The qualities of Ugandan and Tanzanian coffee are fairly uniform largely because of the blending value that both offer to international roasters.

But we have experienced a few quality-related problems with washed coffee brought from Tanzania due to delays by some transporters hired to deliver to Uganda.

However, policy uncertainty remains a big challenge for local and foreign players in Tanzania’s coffee industry,” said Byaruhanga.

“We have not yet received any samples of Tanzanian coffee. Most of our coffee beans are supplied by farmers in eastern Uganda and are of high grade standard suitable for production of roasted fine coffee.

“But the cost of coffee milling equipment on the local market depends more on design features than the source of production,” said Aziz Kasirye, an employee of Star Café Ltd, a coffee roasting and packaging company.

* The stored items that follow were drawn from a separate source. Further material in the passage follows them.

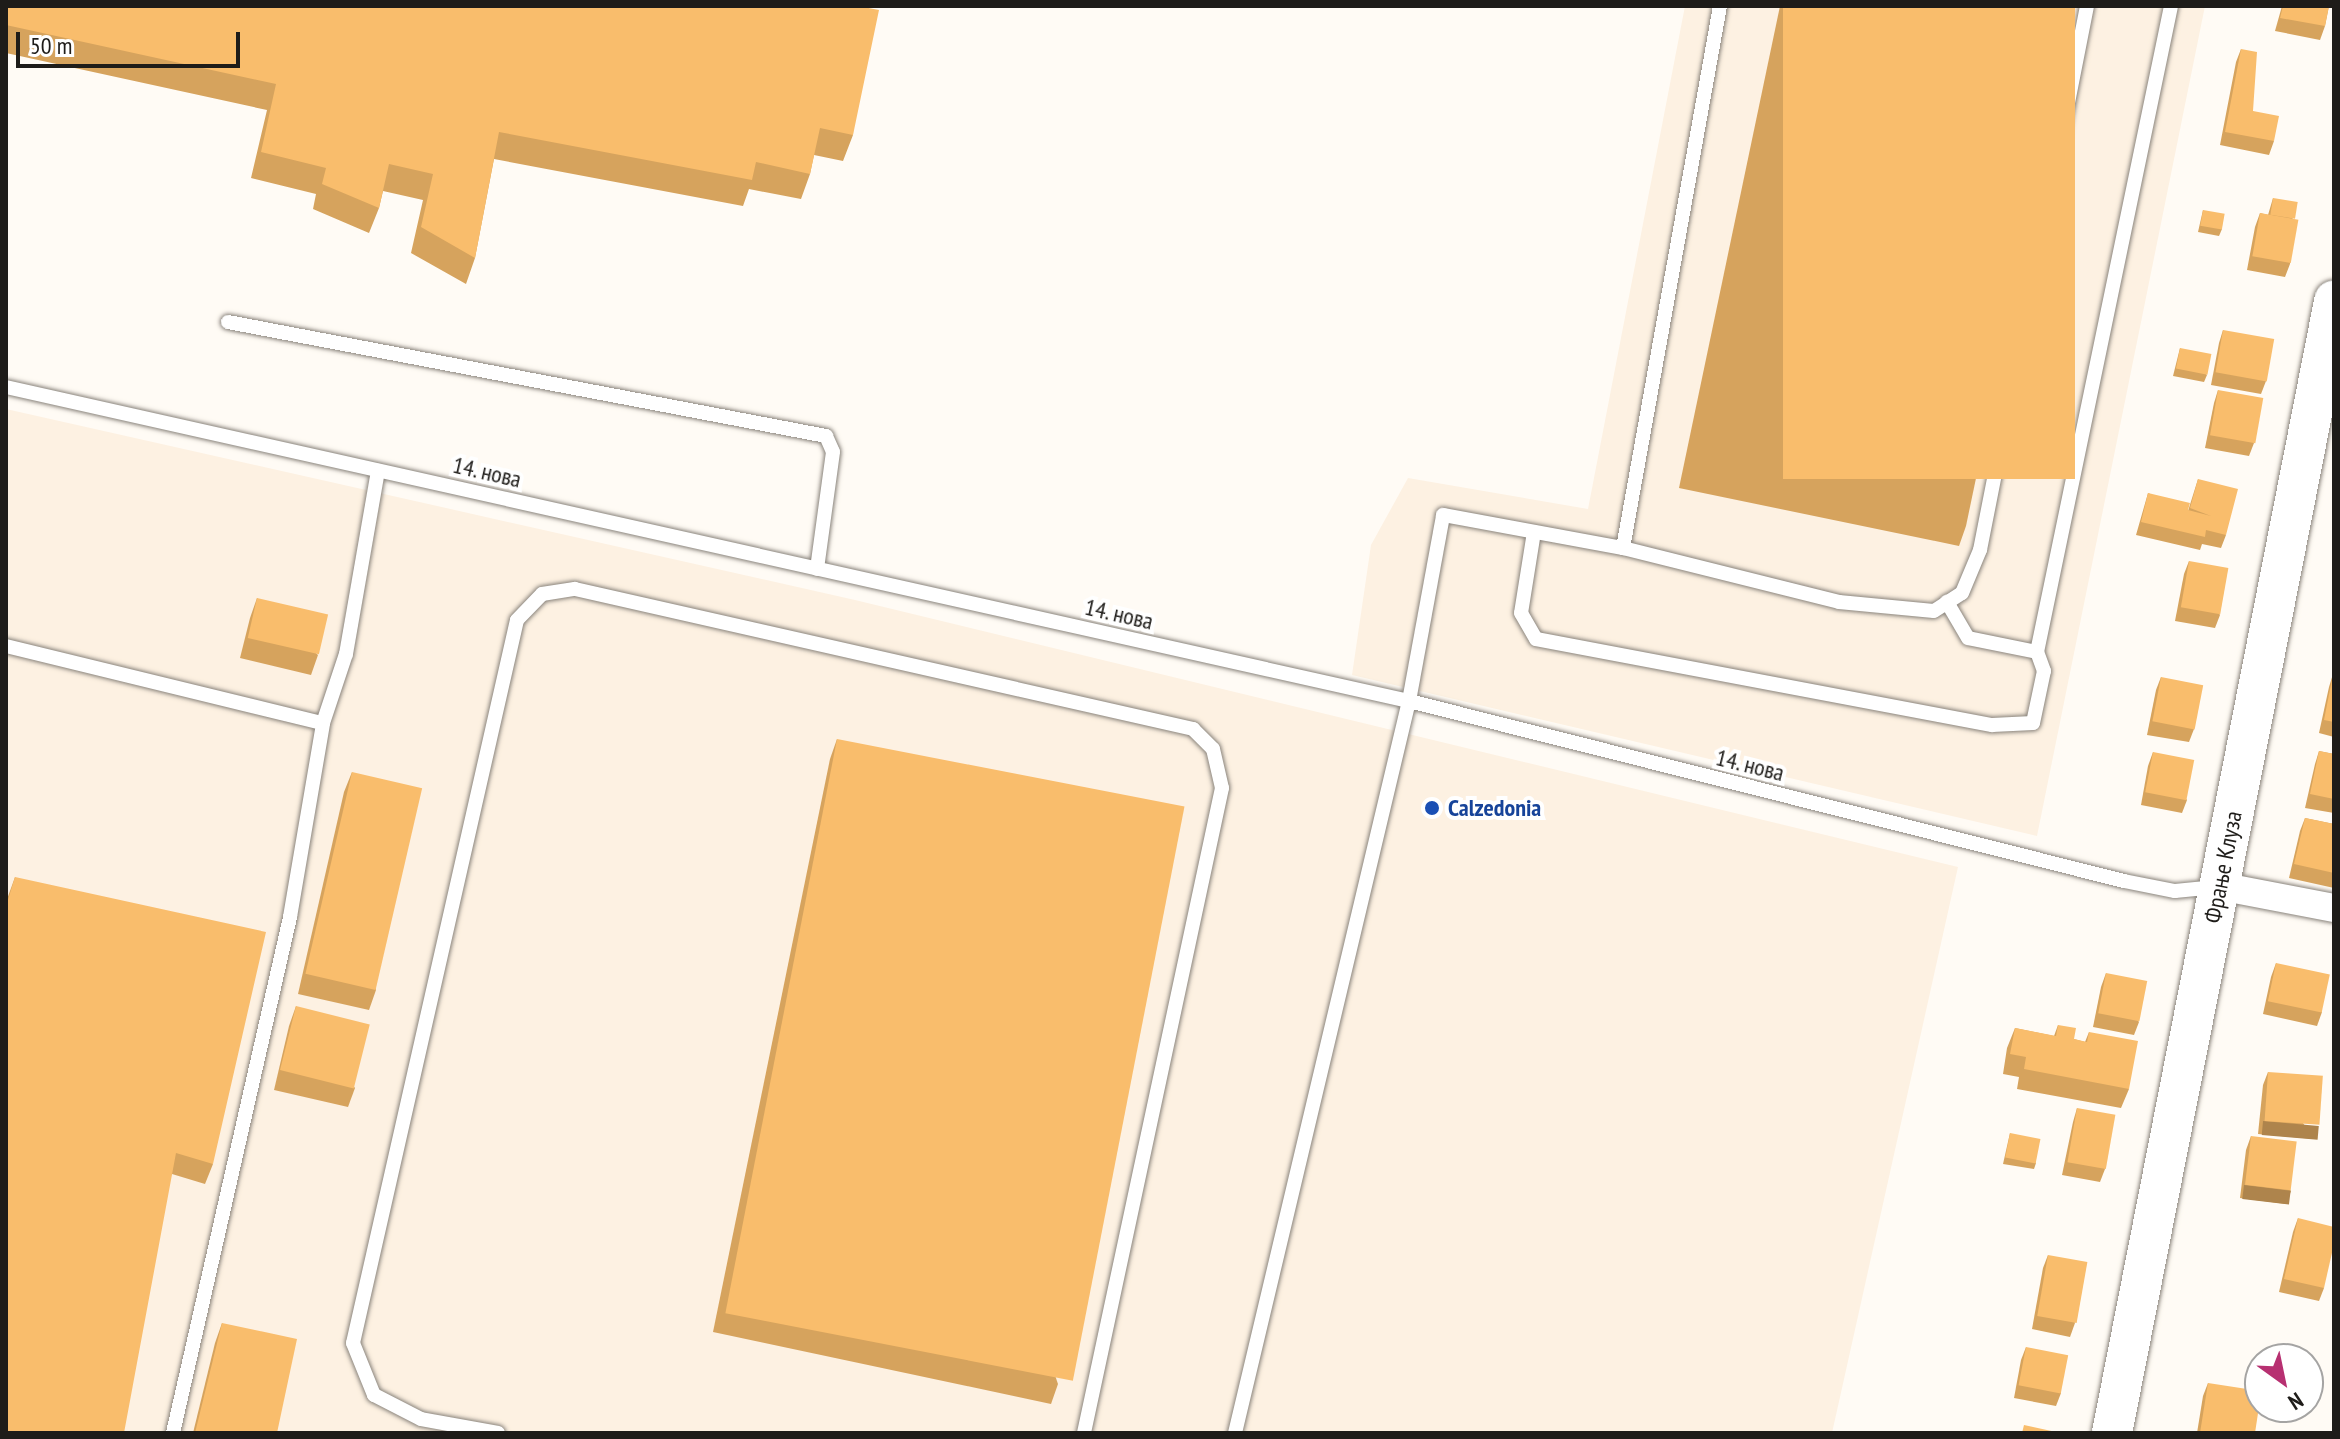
<!DOCTYPE html>
<html>
<head>
<meta charset="utf-8">
<style>
	body { margin:0 }
	#map { position:relative; width:2340px; height:1439px; overflow:hidden; background:#fffbf5; font-family:"PT Sans Narrow",sans-serif }
	div>[style] { position:absolute }
	.built>* { inset:0; background:#fdf1e2 }
	.roads { filter:drop-shadow(0 0 2px #8a847c) drop-shadow(0 0 2px #8a847c) }
	.lane>* { height:14px; margin:-7px; padding:0 7px; transform-origin:7px; border-radius:7px; background:#fff }
	.street>* { height:28px; margin:-14px; padding:0 14px; transform-origin:14px; border-radius:14px; background:#fff }
	.secondary>* { height:40px; margin:-20px; padding:0 20px; transform-origin:20px; border-radius:20px; background:#fff }
	.wall>* { inset:0; background:#d6a35d }
	.shaded-wall>* { inset:0; background:#ae844c; transform-origin:0 0 }
	.building>* { inset:0; background:#f9bd6c; transform-origin:0 0 }
	.dots>* { width:22px; height:22px; translate:-50% -50%; box-sizing:border-box; border:4px solid #fff; border-radius:50% }
	span { translate:-50% -50%; white-space:nowrap; text-align:center; line-height:1.15; -webkit-text-stroke:8px #fff; paint-order:stroke }
	.street-label { font-size:24px; color:#1e1c19 }
	.transit-label { font-size:24px; color:#164399; font-weight:700 }
	.left { translate:0 -50%; text-align:left }
	.frame { position:absolute; inset:0; border:8px solid #1e1c19; pointer-events:none }
	.north { position:absolute; left:2244px; top:1343px; width:80px; height:80px; box-sizing:border-box; background:#fff; border:2px solid #a5a4a3; border-radius:50%; rotate:147deg; font-size:22px; font-weight:700; line-height:32px; text-align:center; color:#1e1c19 }
	.north::after { content:''; display:block; margin:auto; width:28px; height:36px; background:#b73071; clip-path:polygon(50% 0,100% 100%,50% 72%,0 100%) }
	.scale { position:absolute; left:16px; top:32px; width:224px; height:36px; box-sizing:border-box; border:4px solid #1e1c19; border-top:0; padding-left:10px; font-size:24px; line-height:28px; white-space:nowrap; color:#1e1c19; -webkit-text-stroke:6px #fff; paint-order:stroke }
</style>
</head>
<body>
<div id="map">
	<div class="built">
		<i style="clip-path:polygon(1685px 6px,2205px 6px,2037px 836px,1352px 675px,1371px 545px,1408px 478px,1588px 509px)"></i>
		<i style="clip-path:polygon(6px 409px,855px 600px,1958px 867px,1832px 1433px,6px 1433px)"></i>
	</div>
	<div class="roads">
		<div class="lane">
			<i style="left:228px;top:322px;width:609px;rotate:10.79deg"></i>
			<i style="left:826px;top:436px;width:17px;rotate:66deg"></i>
			<i style="left:833px;top:452px;width:118px;rotate:97.8deg"></i>
			<i style="left:6px;top:387px;width:1438px;rotate:12.62deg"></i>
			<i style="left:1409px;top:701px;width:737px;rotate:14.13deg"></i>
			<i style="left:2124px;top:881px;width:52px;rotate:11.1deg"></i>
			<i style="left:2175px;top:891px;width:41px;rotate:-5.6deg"></i>
			<i style="left:1534px;top:532px;width:82px;rotate:99.1deg"></i>
			<i style="left:1521px;top:613px;width:30px;rotate:60deg"></i>
			<i style="left:1536px;top:639px;width:464px;rotate:10.7deg"></i>
			<i style="left:1992px;top:725px;width:41px;rotate:-2.8deg"></i>
			<i style="left:2033px;top:723px;width:53px;rotate:-78.1deg"></i>
			<i style="left:2044px;top:671px;width:20px;rotate:-110deg"></i>
			<i style="left:2037px;top:652px;width:70px;rotate:-168.5deg"></i>
			<i style="left:1968px;top:638px;width:42px;rotate:-120.3deg"></i>
			<i style="left:1623px;top:548px;width:223px;rotate:14deg"></i>
			<i style="left:1839px;top:602px;width:95px;rotate:5.4deg"></i>
			<i style="left:1934px;top:611px;width:33px;rotate:-33deg"></i>
			<i style="left:1962px;top:593px;width:47px;rotate:-67.3deg"></i>
			<i style="left:1980px;top:550px;width:554px;rotate:-78.87deg"></i>
			<i style="left:6px;top:646px;width:326px;rotate:13.7deg"></i>
			<i style="left:2037px;top:652px;width:660px;rotate:-78.28deg"></i>
			<i style="left:173px;top:1433px;width:529px;rotate:-77.22deg"></i>
			<i style="left:290px;top:917px;width:197px;rotate:-80.3deg"></i>
			<i style="left:323px;top:723px;width:73px;rotate:-71.6deg"></i>
			<i style="left:346px;top:654px;width:186px;rotate:-80.1deg"></i>
			<i style="left:498px;top:1433px;width:78px;rotate:-169.7deg"></i>
			<i style="left:421px;top:1419px;width:53px;rotate:-152.9deg"></i>
			<i style="left:374px;top:1395px;width:56px;rotate:-112deg"></i>
			<i style="left:353px;top:1343px;width:741px;rotate:-77.22deg"></i>
			<i style="left:517px;top:620px;width:36px;rotate:-46deg"></i>
			<i style="left:542px;top:594px;width:33px;rotate:-9deg"></i>
			<i style="left:575px;top:589px;width:634px;rotate:12.76deg"></i>
			<i style="left:1193px;top:729px;width:28px;rotate:45deg"></i>
			<i style="left:1213px;top:749px;width:40px;rotate:77deg"></i>
			<i style="left:1222px;top:788px;width:660px;rotate:102.08deg"></i>
			<i style="left:1235px;top:1433px;width:752px;rotate:-76.63deg"></i>
			<i style="left:1409px;top:701px;width:189px;rotate:-79.6deg"></i>
			<i style="left:1443px;top:515px;width:183px;rotate:10.4deg"></i>
			<i style="left:1623px;top:548px;width:551px;rotate:-79.85deg"></i>
		</div>
		<div class="street">
			<i style="left:2219px;top:886px;width:117px;rotate:10.8deg"></i>
		</div>
		<div class="secondary">
			<i style="left:2112px;top:1433px;width:1154px;rotate:-78.9deg"></i>
		</div>
	</div>
	<div class="wall">
		<i style="clip-path:polygon(6px 6px,858px 6px,853px 135px,843px 161px,814px 155px,810px 174px,801px 199px,749px 189px,743px 206px,494px 159px,475px 258px,466px 284px,411px 253px,423px 200px,383px 191px,379px 208px,369px 233px,313px 209px,316px 194px,251px 178px,267px 110px,6px 53px)"></i>
		<i style="clip-path:polygon(1780px 6px,2075px 6px,1966px 526px,1959px 546px,1679px 488px)"></i>
		<i style="clip-path:polygon(2282px 6px,2329px 6px,2325px 26px,2320px 40px,2275px 31px)"></i>
		<i style="clip-path:polygon(2241px 49px,2253px 111px,2274px 141px,2269px 155px,2220px 145px,2236px 62px)"></i>
		<i style="clip-path:polygon(2273px 198px,2294px 220px,2290px 264px,2285px 277px,2247px 270px,2255px 227px,2260px 213px,2268px 215px)"></i>
		<i style="clip-path:polygon(2203px 210px,2222px 229px,2219px 236px,2198px 232px)"></i>
		<i style="clip-path:polygon(2223px 330px,2266px 381px,2261px 394px,2211px 385px,2219px 343px)"></i>
		<i style="clip-path:polygon(2180px 348px,2207px 375px,2204px 382px,2173px 376px)"></i>
		<i style="clip-path:polygon(2218px 390px,2254px 443px,2249px 456px,2205px 448px,2214px 403px)"></i>
		<i style="clip-path:polygon(2198px 479px,2226px 535px,2221px 548px,2202px 544px,2200px 550px,2136px 535px,2148px 493px,2188px 511px)"></i>
		<i style="clip-path:polygon(2189px 561px,2220px 615px,2215px 628px,2175px 621px,2184px 574px)"></i>
		<i style="clip-path:polygon(257px 598px,318px 655px,311px 675px,240px 658px,250px 618px)"></i>
		<i style="clip-path:polygon(2333px 674px,2334px 674px,2334px 737px,2319px 733px,2329px 687px)"></i>
		<i style="clip-path:polygon(2161px 677px,2194px 729px,2189px 742px,2147px 735px,2156px 690px)"></i>
		<i style="clip-path:polygon(837px 739px,1058px 1384px,1051px 1404px,713px 1332px,830px 759px)"></i>
		<i style="clip-path:polygon(2319px 751px,2334px 754px,2334px 813px,2305px 808px,2315px 764px)"></i>
		<i style="clip-path:polygon(2153px 752px,2187px 800px,2182px 813px,2141px 805px,2148px 766px)"></i>
		<i style="clip-path:polygon(352px 772px,376px 990px,369px 1010px,298px 994px,344px 792px)"></i>
		<i style="clip-path:polygon(2305px 818px,2334px 824px,2334px 888px,2289px 878px,2300px 831px)"></i>
		<i style="clip-path:polygon(15px 877px,213px 1164px,205px 1184px,172px 1174px,6px 1433px,6px 902px)"></i>
		<i style="clip-path:polygon(2276px 963px,2322px 1012px,2317px 1026px,2263px 1014px,2271px 977px)"></i>
		<i style="clip-path:polygon(2106px 973px,2139px 1022px,2134px 1035px,2093px 1027px,2101px 987px)"></i>
		<i style="clip-path:polygon(296px 1006px,355px 1088px,348px 1107px,274px 1090px,289px 1026px)"></i>
		<i style="clip-path:polygon(2058px 1025px,2074px 1039px,2085px 1042px,2089px 1032px,2129px 1089px,2121px 1108px,2017px 1089px,2019px 1077px,2003px 1074px,2007px 1048px,2015px 1028px,2054px 1036px)"></i>
		<i style="clip-path:polygon(2268px 1072px,2314px 1139px,2258px 1134px,2263px 1085px)"></i>
		<i style="clip-path:polygon(2077px 1108px,2105px 1169px,2100px 1182px,2062px 1175px,2073px 1122px)"></i>
		<i style="clip-path:polygon(2010px 1133px,2036px 1163px,2034px 1169px,2003px 1164px)"></i>
		<i style="clip-path:polygon(2251px 1136px,2291px 1191px,2286px 1204px,2240px 1198px,2246px 1150px)"></i>
		<i style="clip-path:polygon(2298px 1218px,2324px 1288px,2319px 1301px,2279px 1292px,2293px 1232px)"></i>
		<i style="clip-path:polygon(2048px 1255px,2075px 1323px,2070px 1337px,2032px 1329px,2043px 1268px)"></i>
		<i style="clip-path:polygon(222px 1323px,277px 1433px,193px 1433px,215px 1343px)"></i>
		<i style="clip-path:polygon(2026px 1347px,2061px 1393px,2056px 1406px,2014px 1398px,2021px 1360px)"></i>
		<i style="clip-path:polygon(2208px 1383px,2255px 1433px,2197px 1433px,2203px 1396px)"></i>
	</div>
	<div class="shaded-wall">
		<i style="left:2263px;top:1121px;width:56px;height:14px;rotate:5deg"></i>
		<i style="left:2244px;top:1185px;width:47px;height:14px;rotate:7deg"></i>
	</div>
	<div class="building">
		<i style="clip-path:polygon(6px 6px,858px 6px,879px 10px,853px 135px,820px 128px,810px 174px,756px 162px,752px 180px,499px 132px,475px 258px,421px 227px,433px 174px,389px 164px,379px 208px,322px 184px,326px 168px,261px 152px,276px 84px,6px 25px)"></i>
		<i style="left:1783px;top:6px;width:292px;height:473px"></i>
		<i style="clip-path:polygon(2283px 6px,2329px 6px,2325px 26px,2280px 18px)"></i>
		<i style="clip-path:polygon(2241px 49px,2257px 52px,2253px 111px,2279px 116px,2274px 141px,2225px 132px)"></i>
		<i style="left:2273px;top:198px;width:25px;height:17px;rotate:9deg"></i>
		<i style="left:2203px;top:210px;width:22px;height:16px;rotate:10deg"></i>
		<i style="left:2260px;top:213px;width:39px;height:44px;rotate:10deg"></i>
		<i style="left:2223px;top:330px;width:52px;height:43px;rotate:10deg"></i>
		<i style="left:2180px;top:348px;width:32px;height:21px;rotate:11deg"></i>
		<i style="left:2218px;top:390px;width:46px;height:46px;rotate:10deg"></i>
		<i style="clip-path:polygon(2198px 479px,2238px 489px,2226px 535px,2206px 530px,2205px 537px,2141px 522px,2148px 493px,2190px 503px,2188px 510px,2211px 516px,2190px 508px)"></i>
		<i style="left:2189px;top:561px;width:40px;height:47px;rotate:10deg"></i>
		<i style="left:257px;top:598px;width:73px;height:41px;rotate:13deg"></i>
		<i style="clip-path:polygon(2333px 674px,2334px 674px,2334px 722px,2324px 720px)"></i>
		<i style="left:2161px;top:677px;width:43px;height:45px;rotate:11deg"></i>
		<i style="left:837px;top:739px;width:354px;height:585px;rotate:11deg"></i>
		<i style="clip-path:polygon(2319px 751px,2334px 754px,2334px 799px,2310px 794px)"></i>
		<i style="left:2153px;top:752px;width:42px;height:41px;rotate:11deg"></i>
		<i style="left:352px;top:772px;width:72px;height:207px;rotate:13deg"></i>
		<i style="clip-path:polygon(2305px 818px,2334px 824px,2334px 873px,2294px 864px)"></i>
		<i style="clip-path:polygon(15px 877px,266px 932px,213px 1164px,176px 1153px,124px 1433px,6px 1433px,6px 906px)"></i>
		<i style="left:2276px;top:963px;width:55px;height:39px;rotate:12deg"></i>
		<i style="left:2106px;top:973px;width:42px;height:41px;rotate:11deg"></i>
		<i style="left:296px;top:1006px;width:76px;height:66px;rotate:14deg"></i>
		<i style="clip-path:polygon(2058px 1025px,2076px 1028px,2074px 1039px,2087px 1042px,2089px 1032px,2138px 1041px,2129px 1089px,2024px 1069px,2026px 1057px,2010px 1054px,2015px 1028px,2056px 1036px)"></i>
		<i style="left:2268px;top:1072px;width:55px;height:49px;rotate:4deg"></i>
		<i style="left:2077px;top:1108px;width:39px;height:55px;rotate:10deg"></i>
		<i style="left:2010px;top:1133px;width:31px;height:25px;rotate:11deg"></i>
		<i style="left:2251px;top:1136px;width:46px;height:49px;rotate:7deg"></i>
		<i style="clip-path:polygon(2298px 1218px,2334px 1227px,2334px 1244px,2324px 1288px,2284px 1279px)"></i>
		<i style="left:2048px;top:1255px;width:40px;height:62px;rotate:10deg"></i>
		<i style="clip-path:polygon(222px 1323px,297px 1339px,277px 1433px,195px 1433px)"></i>
		<i style="left:2026px;top:1347px;width:43px;height:39px;rotate:11deg"></i>
		<i style="clip-path:polygon(2208px 1383px,2260px 1391px,2260px 1400px,2255px 1433px,2200px 1433px)"></i>
		<i style="clip-path:polygon(2024px 1425px,2056px 1432px,2056px 1433px,2022px 1433px)"></i>
	</div>
	<div class="dots">
		<i style="left:1432px;top:808px;background:#1a4fb4"></i>
	</div>
	<div class="street-label">
		<span style="left:487px;top:472px;rotate:13deg">14. нова</span>
		<span style="left:1119px;top:614px;rotate:13deg">14. нова</span>
		<span style="left:1750px;top:765px;rotate:14deg">14. нова</span>
		<span style="left:2223px;top:867px;rotate:-79deg">Фрање Клуза</span>
	</div>
	<div class="transit-label">
		<span class="left" style="left:1448px;top:808px">Calzedonia</span>
	</div>
	<div class="frame"></div>
	<div class="north">N</div>
	<div class="scale">50 m</div>
</div>
</body>
</html>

The price of coffee milling equipment sold on the local market lies in the range of Ush3 million ($788)-Ush7million ($1,838) per unit.

Uganda’s coffee exports grew from around 3.3 million 60-kilogramme bags in 2015/16 to 4.6 million 60-kilogramme bags in 2016/17.

Total coffee exports increased to 4.8 million bags between February 2017 and February 2018 and are forecast to hit five million bags at the end of this year, according to industry players.

The country’s coffee exports are valued at roughly $500 million per year.

Robusta coffee, a variety traditionally grown on flat land, accounts for more than 60 per cent of Uganda’s coffee output.

Rising coffee production are partly attributed to the introduction of new varieties and improved weather noticed in some key growing areas.

Consequently, crop yields registered in some areas of central Uganda have risen from three kilogrammes per tree in 2008 to 15 kilogrammes per tree today.